▶ _Work item_: What lines below contain the word "bottom"? Please pull each one out.

[[ Exercise inputs, beginning ]]

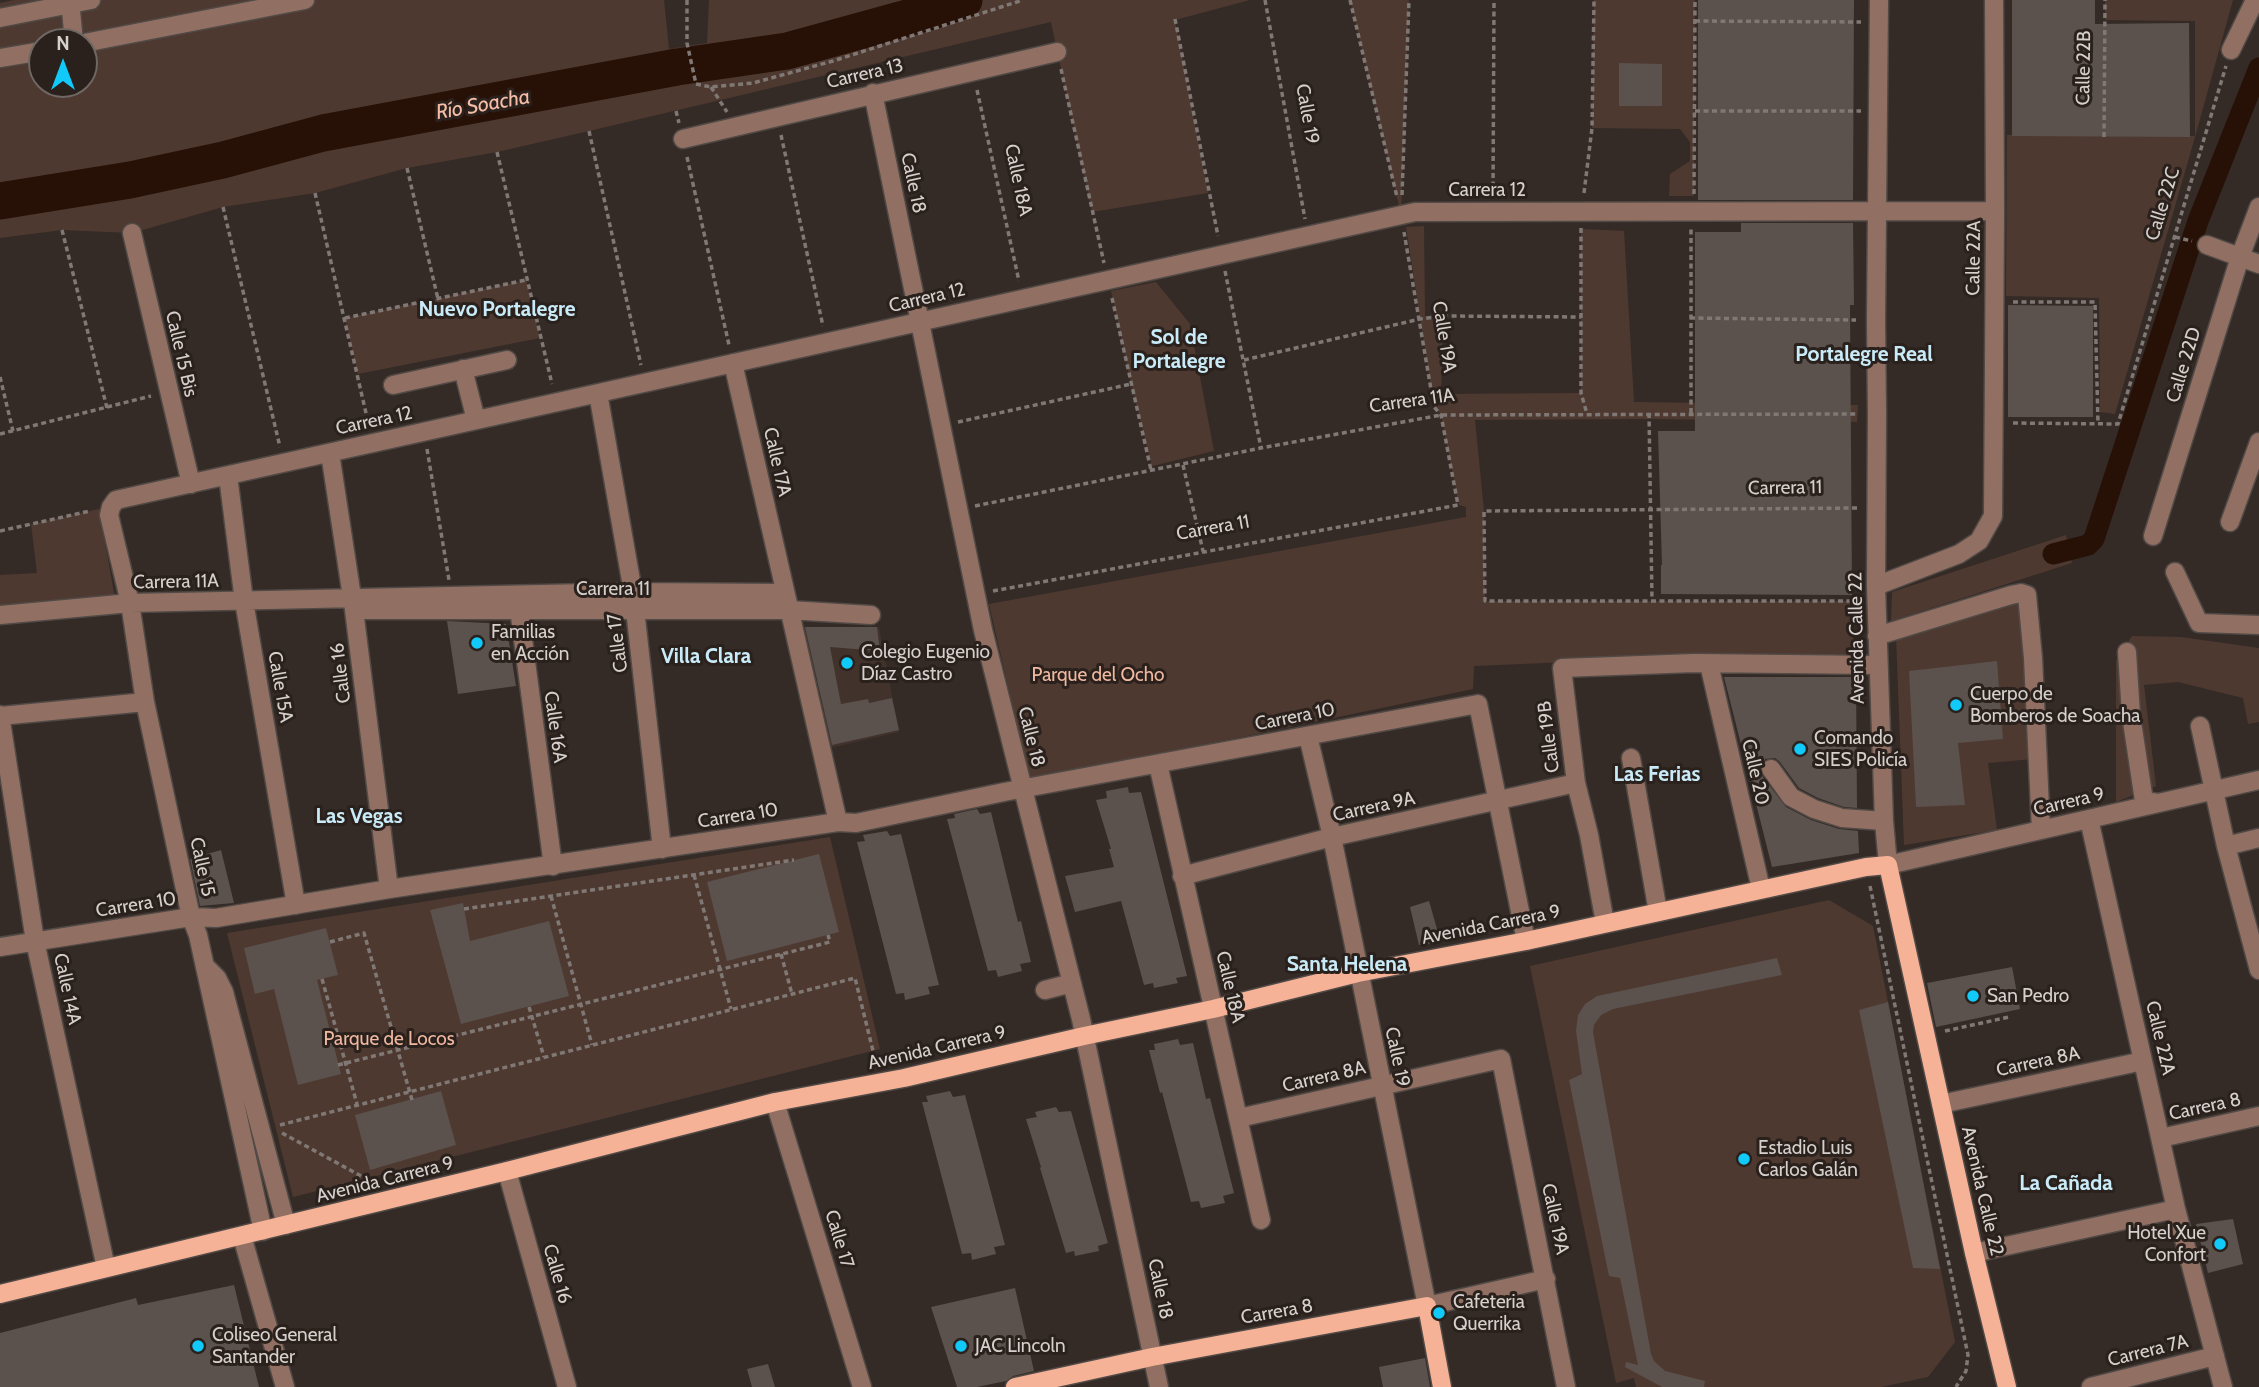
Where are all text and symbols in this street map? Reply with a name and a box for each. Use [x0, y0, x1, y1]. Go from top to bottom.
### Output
north arrow [28, 28, 98, 98]
street label: Calle 22B [2072, 30, 2096, 106]
text: N [56, 32, 70, 55]
street label: Carrera 13 [824, 54, 906, 94]
street label: Calle 19 [1291, 82, 1323, 146]
water label: Río Soacha [434, 84, 532, 126]
street label: Calle 18A [999, 142, 1037, 218]
street label: Calle 18 [895, 151, 931, 215]
street label: Calle 22C [2141, 165, 2185, 243]
street label: Carrera 12 [1448, 179, 1526, 201]
street label: Calle 22A [1962, 220, 1986, 296]
street label: Carrera 12 [887, 278, 967, 318]
district label: Nuevo Portalegre [419, 297, 575, 323]
street label: Calle 19A [1427, 300, 1461, 374]
street label: Calle 15 Bis [160, 309, 202, 399]
district label: Sol de Portalegre [1132, 325, 1226, 375]
street label: Calle 22D [2162, 325, 2206, 405]
district label: Portalegre Real [1795, 342, 1933, 368]
street label: Carrera 11A [1368, 384, 1456, 418]
street label: Carrera 12 [334, 402, 414, 440]
street label: Calle 17A [758, 425, 796, 499]
street label: Carrera 11 [1748, 476, 1822, 500]
street label: Carrera 11 [1175, 510, 1251, 546]
street label: Carrera 11A [133, 570, 219, 594]
street label: Avenida Calle 22 [1844, 572, 1870, 704]
street label: Carrera 11 [576, 578, 650, 600]
street label: Calle 17 [603, 612, 633, 674]
place label: Familias en Acción [491, 621, 569, 665]
marker: Familias en Acción [469, 635, 485, 651]
street label: Calle 16 [326, 641, 356, 705]
place label: Colegio Eugenio Díaz Castro [861, 641, 990, 685]
district label: Villa Clara [661, 644, 751, 670]
street label: Calle 15A [263, 650, 297, 724]
marker: Colegio Eugenio Díaz Castro [839, 655, 855, 671]
park label: Parque del Ocho [1032, 664, 1164, 686]
place label: Cuerpo de Bomberos de Soacha [1970, 683, 2140, 727]
street label: Calle 16A [539, 690, 571, 764]
marker: Cuerpo de Bomberos de Soacha [1948, 697, 1964, 713]
street label: Carrera 10 [1253, 698, 1337, 736]
street label: Calle 19B [1533, 700, 1565, 774]
street label: Calle 18 [1013, 704, 1049, 770]
place label: Comando SIES Policía [1814, 727, 1907, 771]
street label: Calle 20 [1736, 737, 1774, 807]
marker: Comando SIES Policía [1792, 741, 1808, 757]
district label: Las Ferias [1614, 762, 1700, 788]
street label: Carrera 9 [2031, 783, 2107, 821]
street label: Carrera 9A [1331, 787, 1417, 827]
street label: Carrera 10 [696, 798, 780, 834]
district label: Las Vegas [315, 804, 403, 830]
street label: Calle 15 [185, 835, 219, 899]
street label: Carrera 10 [94, 887, 178, 923]
street label: Avenida Carrera 9 [1420, 900, 1562, 950]
street label: Calle 18A [1211, 949, 1249, 1025]
street label: Calle 14A [48, 951, 86, 1027]
district label: Santa Helena [1287, 952, 1407, 978]
place label: San Pedro [1987, 985, 2069, 1007]
marker: San Pedro [1965, 988, 1981, 1004]
street label: Calle 22A [2140, 999, 2180, 1077]
street label: Avenida Carrera 9 [866, 1021, 1008, 1075]
street label: Calle 19 [1380, 1025, 1414, 1089]
park label: Parque de Locos [323, 1028, 455, 1050]
street label: Carrera 8A [1994, 1042, 2082, 1082]
street label: Carrera 8A [1280, 1056, 1368, 1098]
street label: Carrera 8 [2167, 1088, 2243, 1126]
street label: Avenida Calle 22 [1956, 1124, 2008, 1258]
place label: Estadio Luis Carlos Galán [1758, 1137, 1858, 1181]
marker: Estadio Luis Carlos Galán [1736, 1151, 1752, 1167]
street label: Avenida Carrera 9 [314, 1152, 456, 1208]
district label: La Cañada [2019, 1171, 2113, 1197]
street label: Calle 19A [1536, 1181, 1574, 1257]
street label: Calle 17 [819, 1207, 859, 1271]
place label: Hotel Xue Confort [2127, 1222, 2206, 1266]
marker: Hotel Xue Confort [2212, 1236, 2228, 1252]
street label: Calle 16 [538, 1242, 576, 1306]
street label: Calle 18 [1142, 1257, 1178, 1321]
place label: Cafeteria Querrika [1453, 1291, 1525, 1335]
street label: Carrera 8 [1239, 1294, 1315, 1330]
marker: Cafeteria Querrika [1431, 1305, 1447, 1321]
place label: Coliseo General Santander [212, 1324, 337, 1368]
street label: Carrera 7A [2105, 1330, 2191, 1372]
place label: JAC Lincoln [975, 1335, 1066, 1357]
marker: Coliseo General Santander [190, 1338, 206, 1354]
marker: JAC Lincoln [953, 1338, 969, 1354]

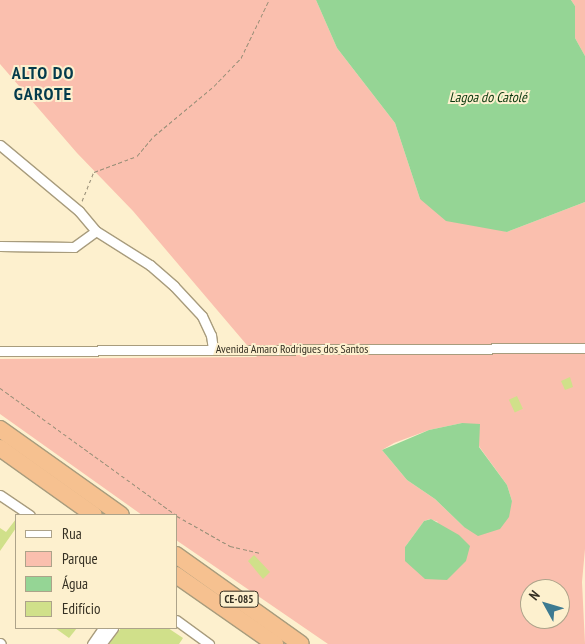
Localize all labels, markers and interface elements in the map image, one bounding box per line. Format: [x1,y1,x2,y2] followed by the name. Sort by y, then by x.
[11,63,75,106] district label: ALTO DO GAROTE
[449,89,527,105] water label: Lagoa do Catolé
[216,342,368,356] street label: Avenida Amaro Rodrigues dos Santos
[15,514,178,629] legend
[62,524,82,543] text: Rua
[62,549,98,568] text: Parque
[62,574,88,593] text: Água
[520,579,570,629] north arrow
[525,587,543,604] text: N
[219,590,259,608] road number: CE-085
[62,599,100,618] text: Edifício

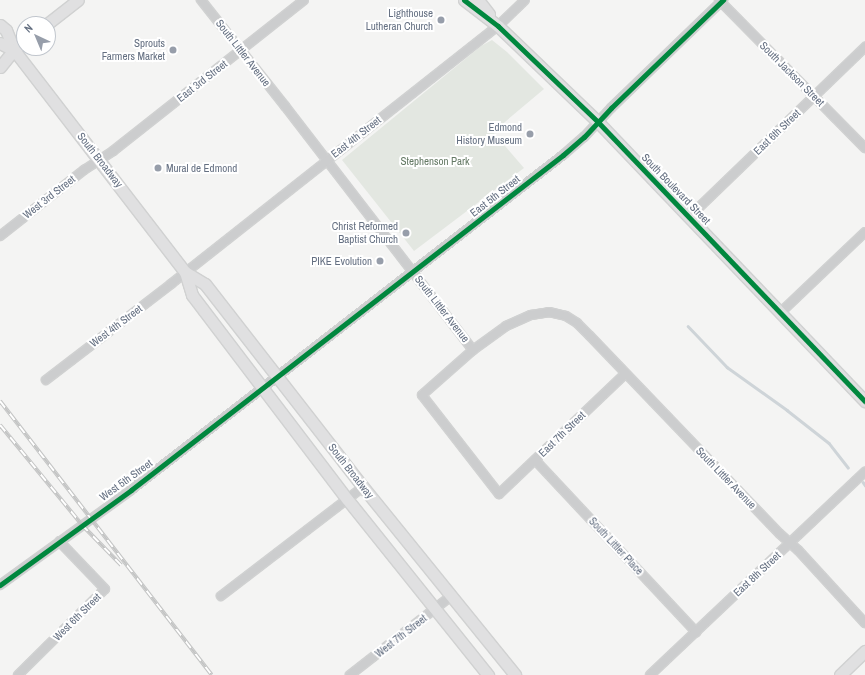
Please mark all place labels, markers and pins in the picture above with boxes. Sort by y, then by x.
place label: Lighthouse Lutheran Church [366,7,433,33]
marker: Lighthouse Lutheran Church [436,15,446,25]
place label: Sprouts Farmers Market [102,37,165,63]
marker: Sprouts Farmers Market [168,45,178,55]
place label: Edmond History Museum [456,121,522,147]
marker: Edmond History Museum [525,129,535,139]
place label: Mural de Edmond [166,161,237,175]
marker: Mural de Edmond [153,163,163,173]
place label: Christ Reformed Baptist Church [332,220,398,246]
marker: Christ Reformed Baptist Church [401,228,411,238]
place label: PIKE Evolution [311,254,372,268]
marker: PIKE Evolution [375,256,385,266]

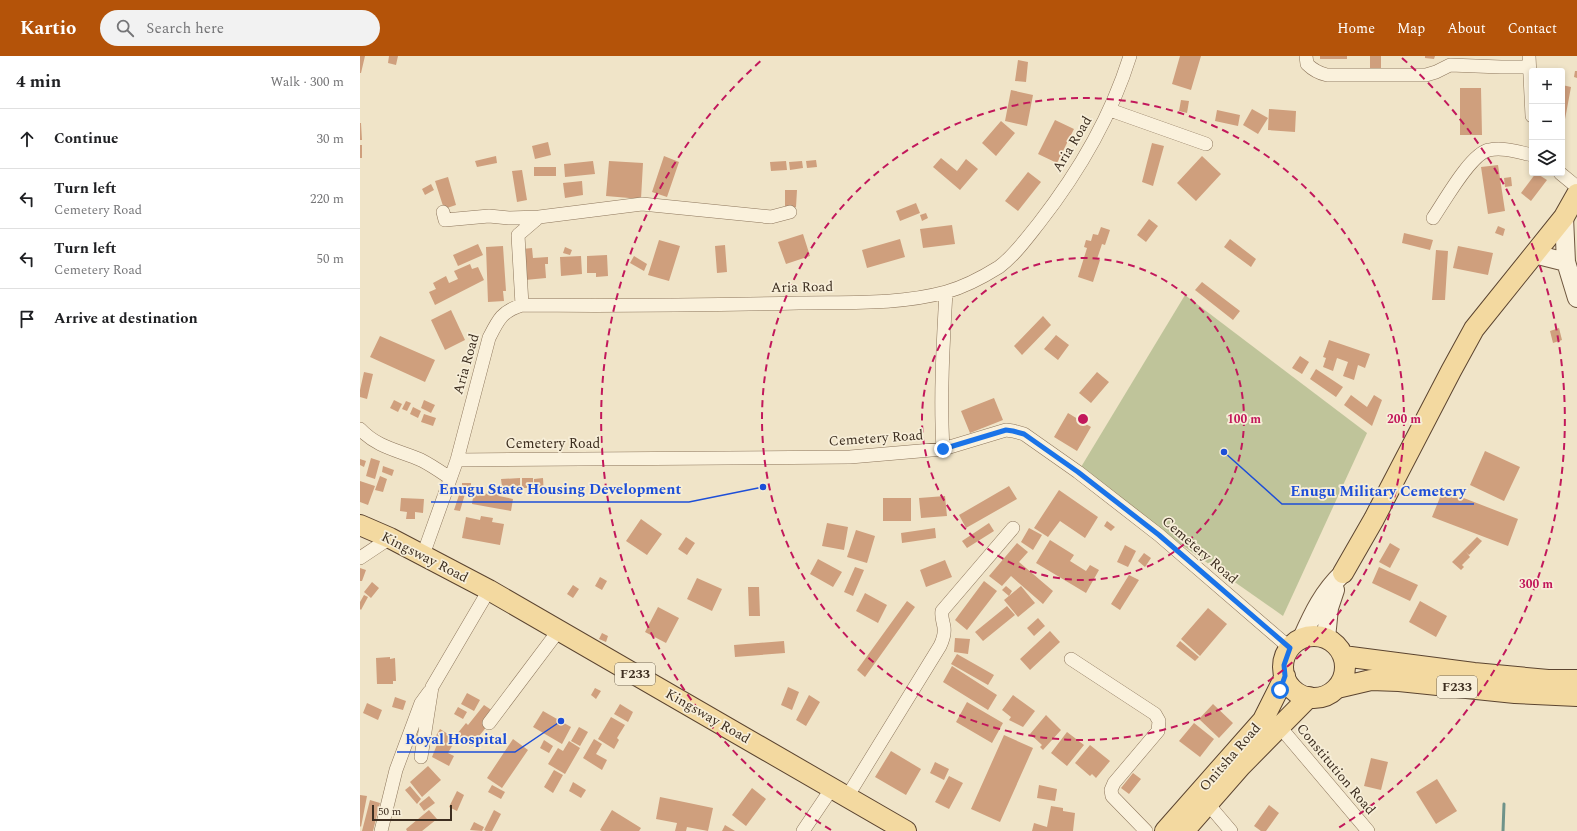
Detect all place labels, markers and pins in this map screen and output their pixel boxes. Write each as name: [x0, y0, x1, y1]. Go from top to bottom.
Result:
centre of rings: [1076, 412, 1090, 426]
callout: Enugu State Housing Development: [431, 475, 689, 502]
callout: Enugu Military Cemetery: [1282, 477, 1474, 504]
callout: Royal Hospital: [397, 725, 515, 752]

[[ Exercise inputs, end ]]

▶ _Output below_:
Where are all text and symbols in this street map? Reply with a name and a box for each. Use [x0, y0, x1, y1]. Go from top to bottom.
Detect all place labels, markers and pins in this map screen and output their pixel boxes. Write each as name: [x0, y0, x1, y1]. Go from top to bottom.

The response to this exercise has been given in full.